Sunday, October 11, 2009

Talking vs Listening to Yourself

I have found the quote below by Martyn Lloyd-Jones, one of the most influential preachers of the 20th century, most helpful, and I have recently been reminded how we need to continually preach the good news of the Gospel to ourselves. The Gospel is not a decision we made at some point in our life to allow us entry into the Christian life, thus we can now move on to other things. The Gospel is the Good News we need to preach to ourselves each and every day and continually, actively believe -"For I am not ashamed of the gospel, for it is the power of God for salvation to everyone who believes, to the Jew first and also to the Greek"(Romans 1:16).
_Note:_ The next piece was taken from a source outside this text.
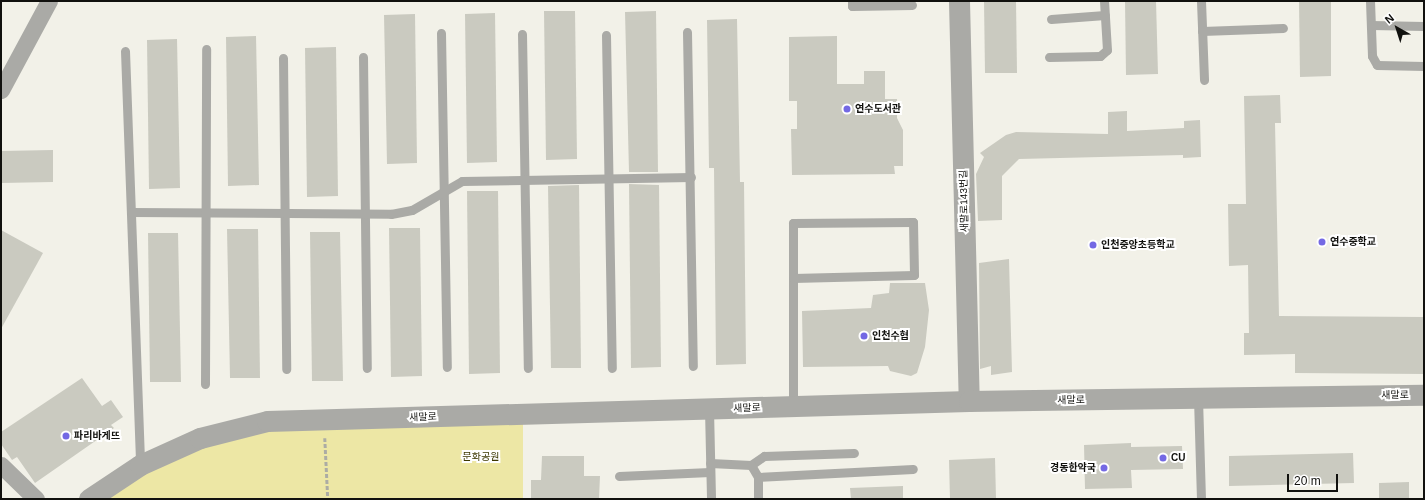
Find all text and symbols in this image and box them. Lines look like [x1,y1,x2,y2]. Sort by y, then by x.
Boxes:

Starting this week, I'll be posting frequently significant quotes explaining the Gospel to help us in this regard. I pray it will bear much fruit in our lives. Here's Lloyd-Jones:

"The main trouble in this whole matter of spiritual depression in a sense is this, that we allow our self to talk to us instead of talking to our self. Am I just trying to be deliberately paradoxical? Far from it. This is the very essence of wisdom in this matter. Have you realized that most of your unhappiness in life is due to the fact that you are listening to yourself instead of talking to yourself? Take those thoughts that come to you the moment you wake up in the morning. You have not originated them, but they start talking to you, they bring back the problem of yesterday, etc. Somebody is talking. Who is talking to you? Your self is talking to you. Now this man’s treatment [in Psalm 42] was this; instead of allowing this self to talk to him, he starts talking to himself, ‘Why art thou cast down, O my soul?’ he asks. His soul had been repressing him, crushing him. So he stands up and says: ‘Self, listen for a moment, I will speak to you’. Do you know what I mean? If you do not, you have but little experience.
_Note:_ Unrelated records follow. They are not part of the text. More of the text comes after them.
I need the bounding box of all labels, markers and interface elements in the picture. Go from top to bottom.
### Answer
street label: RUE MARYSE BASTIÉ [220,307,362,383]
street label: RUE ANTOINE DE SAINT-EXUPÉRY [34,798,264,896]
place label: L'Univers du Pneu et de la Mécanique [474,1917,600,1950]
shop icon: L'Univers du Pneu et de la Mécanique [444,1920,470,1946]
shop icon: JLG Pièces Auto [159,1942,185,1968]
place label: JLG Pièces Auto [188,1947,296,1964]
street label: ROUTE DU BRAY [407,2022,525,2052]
The main art in the matter of spiritual living is to know how to handle yourself. You have to take yourself in hand, you have to address yourself, preach to yourself, question yourself. You must say to your soul: ‘Why art thou cast down’–what business have you to be disquieted? You must turn on yourself, upbraid yourself, condemn yourself, exhort yourself, and say to yourself: ‘Hope thou in God’–instead of muttering in this depressed, unhappy way. And then you must go on to remind yourself of God, Who God is, and what God is and what God has done, and what God has pledged Himself to do. Then having done that, end on this great note: defy yourself, and defy other people, and defy the devil and the whole world, and say with this man: ‘I shall yet priase Him for the help of His countenance, who is also the health of my countenance and my God’.

D. Martyn Lloyd-Jones, Spiritual Depression: Its Causes and Cures, pp. 20-21; emphasis added.